Die Juristin Anne Lenze gehört zu den Kritikern von Hartz IV. Sie habe zu einer größeren Stigmatisierung der Arbeitslosen geführt, sagt die ehemalige Sozialrichterin und heutige Professorin für Familien- und Sozialrecht an der Hochschule in Darmstadt.
"Und dass die Menschen in den Betrieben, in der Facharbeiterschaft, Angst haben, dass sie nach einem Jahr Arbeitslosigkeit ganz unten ankommen. Da herrscht eine allgemeine Verunsicherung."
Von der Idee her sei das Prinzip "Fördern und Fordern" vielversprechend gewesen.
"Wenn wir auch einen aufnahmebereiten Arbeitsmarkt hätten und wenn wir die entsprechend hohe Betreuungsdichte von Fallmanagern hätten","
dann hätte dies besser klappen können. Die Realität sei aber anders.
Es gebe nach wie vor zu wenige Mitarbeiter in den Argen, den Arbeitsgemeinschaften aus einer Agentur für Arbeit und der Kommune, diese hätten zudem zu wenig Jobs für die jeweilige Klientel. Hinzu käme, dass zum Beispiel auf dem Land viel zu wenige Kinderbetreuungsmöglichkeiten vorhanden seien, Frauen also kaum Ganztagsjobs annehmen könnten. Hartz IV produziere zudem zu viele Verlierer:
""Die Leistungsbezieher, aber auch die Menschen, die im Niedriglohnsektor arbeiten und die, die fürchten, ihren Job zu verlieren."
Die Hauptverlierer seien aber die Kinder. 1,7 Millionen Kinder unter 15 Jahren lebten von Hartz IV.
Die Folgen: Die Kinder hätten kaum Chancen, notwendige Bildungsangebote wahrzunehmen, damit drohten ihnen schlechtere Ausbildungs- und damit schlechtere Jobchancen - ein Teufelskreis:
"Das sind diejenigen, die später häufiger gering qualifiziert sind, die immer wieder Leistungen vom Staat beziehen müssen. Und dann heißt es wieder, sie seien selbst schuld. Aber die Kinder können nichts dafür, dass sie in einem Hartz-IV-Haushalt leben. Dann heißt es, man solle die Kinder doch an den Eltern vorbei fördern. Das wird nicht funktionieren. Man kann die Eltern nicht im Elend lassen und denken, man müsse die Kinder nur den ganzen Tag in die Schule schicken. Da braucht man ganz neue Konzepte, mehr Manpower."
Ihre Mahnung:
"Die Frage, was kostet der Sozialstaat, ist falsch gestellt.
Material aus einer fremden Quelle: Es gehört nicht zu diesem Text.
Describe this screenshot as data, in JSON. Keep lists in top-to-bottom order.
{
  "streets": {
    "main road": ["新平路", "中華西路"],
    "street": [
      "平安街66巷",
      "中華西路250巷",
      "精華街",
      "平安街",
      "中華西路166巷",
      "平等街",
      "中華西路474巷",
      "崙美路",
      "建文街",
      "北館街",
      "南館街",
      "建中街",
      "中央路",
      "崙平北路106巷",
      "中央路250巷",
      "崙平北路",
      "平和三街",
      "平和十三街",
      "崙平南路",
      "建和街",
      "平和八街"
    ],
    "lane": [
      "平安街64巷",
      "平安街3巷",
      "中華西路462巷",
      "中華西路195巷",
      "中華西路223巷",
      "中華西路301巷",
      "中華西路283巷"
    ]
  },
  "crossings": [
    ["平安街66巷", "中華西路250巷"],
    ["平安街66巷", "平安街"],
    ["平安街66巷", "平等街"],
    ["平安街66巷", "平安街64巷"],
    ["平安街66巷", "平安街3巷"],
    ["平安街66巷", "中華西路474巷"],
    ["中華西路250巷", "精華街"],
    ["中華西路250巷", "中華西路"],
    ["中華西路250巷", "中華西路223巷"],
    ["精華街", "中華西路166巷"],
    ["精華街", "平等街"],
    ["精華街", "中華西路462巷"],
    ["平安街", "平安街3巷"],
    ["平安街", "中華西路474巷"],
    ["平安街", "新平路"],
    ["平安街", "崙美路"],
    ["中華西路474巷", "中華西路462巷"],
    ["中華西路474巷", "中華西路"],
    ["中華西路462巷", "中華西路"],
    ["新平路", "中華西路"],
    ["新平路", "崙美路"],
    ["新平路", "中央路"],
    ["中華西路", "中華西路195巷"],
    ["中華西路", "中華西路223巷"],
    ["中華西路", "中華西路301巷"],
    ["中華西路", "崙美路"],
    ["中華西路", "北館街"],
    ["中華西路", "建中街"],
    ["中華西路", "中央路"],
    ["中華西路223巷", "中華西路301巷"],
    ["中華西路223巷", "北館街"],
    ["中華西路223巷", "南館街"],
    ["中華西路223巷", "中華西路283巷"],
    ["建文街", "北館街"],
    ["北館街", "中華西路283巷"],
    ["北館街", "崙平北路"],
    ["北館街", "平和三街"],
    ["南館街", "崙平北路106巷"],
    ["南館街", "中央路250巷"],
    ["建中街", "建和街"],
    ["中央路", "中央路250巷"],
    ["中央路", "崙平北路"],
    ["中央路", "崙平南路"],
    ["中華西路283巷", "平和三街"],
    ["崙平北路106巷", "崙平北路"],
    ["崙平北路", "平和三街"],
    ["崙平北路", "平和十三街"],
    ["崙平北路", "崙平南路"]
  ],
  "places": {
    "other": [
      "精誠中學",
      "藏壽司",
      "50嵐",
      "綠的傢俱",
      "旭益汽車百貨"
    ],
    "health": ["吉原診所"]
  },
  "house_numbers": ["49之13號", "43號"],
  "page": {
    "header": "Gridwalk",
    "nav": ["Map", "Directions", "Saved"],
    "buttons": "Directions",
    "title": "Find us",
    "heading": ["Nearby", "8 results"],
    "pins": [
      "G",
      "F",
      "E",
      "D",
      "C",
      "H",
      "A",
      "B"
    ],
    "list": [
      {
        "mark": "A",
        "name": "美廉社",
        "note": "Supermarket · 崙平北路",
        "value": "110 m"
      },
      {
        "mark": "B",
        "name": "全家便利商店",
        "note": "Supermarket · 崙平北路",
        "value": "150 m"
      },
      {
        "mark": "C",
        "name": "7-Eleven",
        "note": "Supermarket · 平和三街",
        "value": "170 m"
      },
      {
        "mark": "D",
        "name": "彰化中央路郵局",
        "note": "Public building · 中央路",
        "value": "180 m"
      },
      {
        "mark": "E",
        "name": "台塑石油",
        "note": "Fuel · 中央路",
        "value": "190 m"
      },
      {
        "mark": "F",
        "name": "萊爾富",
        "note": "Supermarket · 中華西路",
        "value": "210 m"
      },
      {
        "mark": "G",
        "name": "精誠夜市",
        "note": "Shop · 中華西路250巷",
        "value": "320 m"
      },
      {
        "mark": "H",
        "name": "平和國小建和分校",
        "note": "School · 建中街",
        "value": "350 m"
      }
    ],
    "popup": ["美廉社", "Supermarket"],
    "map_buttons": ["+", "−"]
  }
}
Die Frage muss heißen; Was ist er uns wert?"
Hans-Olaf Henkels Bilanz fällt vollkommen anders aus. Der ehemalige BDI-Präsident und Manager verteidigt die Reform:
"Seit Hartz IV und der Reform hat es in der Bundesrepublik wieder mehr Arbeitsplätze gegeben."
Außerdem sei die Zahl der Langzeitarbeitslosen, die wieder in Arbeit kommen konnten, gestiegen. Hartz IV sei ein "grandioses Armutsverhinderungsprogramm", wer Hartz IV beziehe, lebe eben nicht in Armut. Im Vergleich zu Armen vor 30, 40 Jahren lebten Hartz-IV-Bezieher in "mittelständischem Wohlstand." Daher könne er auch jeden der umstrittenen Sätze von Guido Westerwelle unterschreiben.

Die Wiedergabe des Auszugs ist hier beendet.